**Exercise:** Your answer should be the entire listing, printed exactly.

======== Supplied data ========

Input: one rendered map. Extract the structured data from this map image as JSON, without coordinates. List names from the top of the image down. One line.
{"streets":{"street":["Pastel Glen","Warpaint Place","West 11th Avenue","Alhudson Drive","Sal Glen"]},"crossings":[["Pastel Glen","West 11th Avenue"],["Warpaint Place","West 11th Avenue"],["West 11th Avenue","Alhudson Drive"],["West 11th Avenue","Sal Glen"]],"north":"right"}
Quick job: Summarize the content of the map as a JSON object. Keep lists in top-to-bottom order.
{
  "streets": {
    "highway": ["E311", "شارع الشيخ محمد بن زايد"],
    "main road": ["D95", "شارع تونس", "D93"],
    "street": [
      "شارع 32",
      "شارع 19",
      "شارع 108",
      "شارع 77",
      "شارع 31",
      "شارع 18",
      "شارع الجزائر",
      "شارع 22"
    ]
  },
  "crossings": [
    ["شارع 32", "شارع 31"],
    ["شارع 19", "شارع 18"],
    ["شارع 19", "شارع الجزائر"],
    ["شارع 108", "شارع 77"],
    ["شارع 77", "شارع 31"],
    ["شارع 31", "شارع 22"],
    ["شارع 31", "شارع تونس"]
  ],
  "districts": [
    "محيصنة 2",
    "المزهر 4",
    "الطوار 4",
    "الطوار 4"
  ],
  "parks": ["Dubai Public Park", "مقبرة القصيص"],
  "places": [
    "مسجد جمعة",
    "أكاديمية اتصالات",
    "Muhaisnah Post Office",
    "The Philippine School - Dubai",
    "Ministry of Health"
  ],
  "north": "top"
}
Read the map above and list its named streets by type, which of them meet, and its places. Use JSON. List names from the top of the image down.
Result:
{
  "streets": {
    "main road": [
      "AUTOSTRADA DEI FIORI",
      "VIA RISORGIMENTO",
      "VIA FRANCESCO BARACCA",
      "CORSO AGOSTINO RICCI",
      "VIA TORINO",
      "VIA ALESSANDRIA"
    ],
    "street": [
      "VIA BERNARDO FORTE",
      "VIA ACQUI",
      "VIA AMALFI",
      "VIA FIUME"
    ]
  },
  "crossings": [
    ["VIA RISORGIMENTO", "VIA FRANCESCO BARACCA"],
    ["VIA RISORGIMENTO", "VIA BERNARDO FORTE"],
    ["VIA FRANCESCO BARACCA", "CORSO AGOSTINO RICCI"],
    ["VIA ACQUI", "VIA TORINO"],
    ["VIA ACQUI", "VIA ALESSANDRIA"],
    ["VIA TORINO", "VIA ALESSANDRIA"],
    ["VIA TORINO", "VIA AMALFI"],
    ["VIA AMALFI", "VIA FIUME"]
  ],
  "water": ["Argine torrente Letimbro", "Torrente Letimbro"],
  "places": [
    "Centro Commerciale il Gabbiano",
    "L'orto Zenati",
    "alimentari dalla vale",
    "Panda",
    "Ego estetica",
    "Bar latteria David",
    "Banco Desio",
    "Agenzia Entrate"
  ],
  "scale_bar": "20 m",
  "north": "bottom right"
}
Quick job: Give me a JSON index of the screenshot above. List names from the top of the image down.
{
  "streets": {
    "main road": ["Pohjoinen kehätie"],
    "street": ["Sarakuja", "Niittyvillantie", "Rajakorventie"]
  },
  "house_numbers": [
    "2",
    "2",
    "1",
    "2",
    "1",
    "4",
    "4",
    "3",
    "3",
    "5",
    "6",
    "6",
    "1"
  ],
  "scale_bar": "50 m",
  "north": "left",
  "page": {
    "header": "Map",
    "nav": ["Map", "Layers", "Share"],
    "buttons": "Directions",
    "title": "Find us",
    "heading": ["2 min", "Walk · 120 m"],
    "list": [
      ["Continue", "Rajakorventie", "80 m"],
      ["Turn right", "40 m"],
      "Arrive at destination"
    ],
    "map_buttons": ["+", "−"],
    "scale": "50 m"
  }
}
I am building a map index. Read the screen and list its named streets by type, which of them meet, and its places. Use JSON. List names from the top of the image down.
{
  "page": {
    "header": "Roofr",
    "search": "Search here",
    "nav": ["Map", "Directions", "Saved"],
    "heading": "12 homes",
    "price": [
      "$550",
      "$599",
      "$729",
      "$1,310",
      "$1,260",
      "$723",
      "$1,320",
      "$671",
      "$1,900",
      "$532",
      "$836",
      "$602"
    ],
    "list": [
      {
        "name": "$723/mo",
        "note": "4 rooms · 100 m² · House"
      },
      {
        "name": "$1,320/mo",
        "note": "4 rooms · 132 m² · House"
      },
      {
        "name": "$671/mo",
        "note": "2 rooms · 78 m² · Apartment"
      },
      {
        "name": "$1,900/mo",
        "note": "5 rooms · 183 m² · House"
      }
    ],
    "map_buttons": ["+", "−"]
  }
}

========

**Answer section:**
Input: one rendered map. Extract the structured data from this map image as JSON, without coordinates. List names from the top of the image down. One line.
{"streets":{"street":["Pastel Glen","Warpaint Place","West 11th Avenue","Alhudson Drive","Sal Glen"]},"crossings":[["Pastel Glen","West 11th Avenue"],["Warpaint Place","West 11th Avenue"],["West 11th Avenue","Alhudson Drive"],["West 11th Avenue","Sal Glen"]],"north":"right"}
Quick job: Summarize the content of the map as a JSON object. Keep lists in top-to-bottom order.
{
  "streets": {
    "highway": ["E311", "شارع الشيخ محمد بن زايد"],
    "main road": ["D95", "شارع تونس", "D93"],
    "street": [
      "شارع 32",
      "شارع 19",
      "شارع 108",
      "شارع 77",
      "شارع 31",
      "شارع 18",
      "شارع الجزائر",
      "شارع 22"
    ]
  },
  "crossings": [
    ["شارع 32", "شارع 31"],
    ["شارع 19", "شارع 18"],
    ["شارع 19", "شارع الجزائر"],
    ["شارع 108", "شارع 77"],
    ["شارع 77", "شارع 31"],
    ["شارع 31", "شارع 22"],
    ["شارع 31", "شارع تونس"]
  ],
  "districts": [
    "محيصنة 2",
    "المزهر 4",
    "الطوار 4",
    "الطوار 4"
  ],
  "parks": ["Dubai Public Park", "مقبرة القصيص"],
  "places": [
    "مسجد جمعة",
    "أكاديمية اتصالات",
    "Muhaisnah Post Office",
    "The Philippine School - Dubai",
    "Ministry of Health"
  ],
  "north": "top"
}
Read the map above and list its named streets by type, which of them meet, and its places. Use JSON. List names from the top of the image down.
Result:
{
  "streets": {
    "main road": [
      "AUTOSTRADA DEI FIORI",
      "VIA RISORGIMENTO",
      "VIA FRANCESCO BARACCA",
      "CORSO AGOSTINO RICCI",
      "VIA TORINO",
      "VIA ALESSANDRIA"
    ],
    "street": [
      "VIA BERNARDO FORTE",
      "VIA ACQUI",
      "VIA AMALFI",
      "VIA FIUME"
    ]
  },
  "crossings": [
    ["VIA RISORGIMENTO", "VIA FRANCESCO BARACCA"],
    ["VIA RISORGIMENTO", "VIA BERNARDO FORTE"],
    ["VIA FRANCESCO BARACCA", "CORSO AGOSTINO RICCI"],
    ["VIA ACQUI", "VIA TORINO"],
    ["VIA ACQUI", "VIA ALESSANDRIA"],
    ["VIA TORINO", "VIA ALESSANDRIA"],
    ["VIA TORINO", "VIA AMALFI"],
    ["VIA AMALFI", "VIA FIUME"]
  ],
  "water": ["Argine torrente Letimbro", "Torrente Letimbro"],
  "places": [
    "Centro Commerciale il Gabbiano",
    "L'orto Zenati",
    "alimentari dalla vale",
    "Panda",
    "Ego estetica",
    "Bar latteria David",
    "Banco Desio",
    "Agenzia Entrate"
  ],
  "scale_bar": "20 m",
  "north": "bottom right"
}
Quick job: Give me a JSON index of the screenshot above. List names from the top of the image down.
{
  "streets": {
    "main road": ["Pohjoinen kehätie"],
    "street": ["Sarakuja", "Niittyvillantie", "Rajakorventie"]
  },
  "house_numbers": [
    "2",
    "2",
    "1",
    "2",
    "1",
    "4",
    "4",
    "3",
    "3",
    "5",
    "6",
    "6",
    "1"
  ],
  "scale_bar": "50 m",
  "north": "left",
  "page": {
    "header": "Map",
    "nav": ["Map", "Layers", "Share"],
    "buttons": "Directions",
    "title": "Find us",
    "heading": ["2 min", "Walk · 120 m"],
    "list": [
      ["Continue", "Rajakorventie", "80 m"],
      ["Turn right", "40 m"],
      "Arrive at destination"
    ],
    "map_buttons": ["+", "−"],
    "scale": "50 m"
  }
}
I am building a map index. Read the screen and list its named streets by type, which of them meet, and its places. Use JSON. List names from the top of the image down.
{
  "page": {
    "header": "Roofr",
    "search": "Search here",
    "nav": ["Map", "Directions", "Saved"],
    "heading": "12 homes",
    "price": [
      "$550",
      "$599",
      "$729",
      "$1,310",
      "$1,260",
      "$723",
      "$1,320",
      "$671",
      "$1,900",
      "$532",
      "$836",
      "$602"
    ],
    "list": [
      {
        "name": "$723/mo",
        "note": "4 rooms · 100 m² · House"
      },
      {
        "name": "$1,320/mo",
        "note": "4 rooms · 132 m² · House"
      },
      {
        "name": "$671/mo",
        "note": "2 rooms · 78 m² · Apartment"
      },
      {
        "name": "$1,900/mo",
        "note": "5 rooms · 183 m² · House"
      }
    ],
    "map_buttons": ["+", "−"]
  }
}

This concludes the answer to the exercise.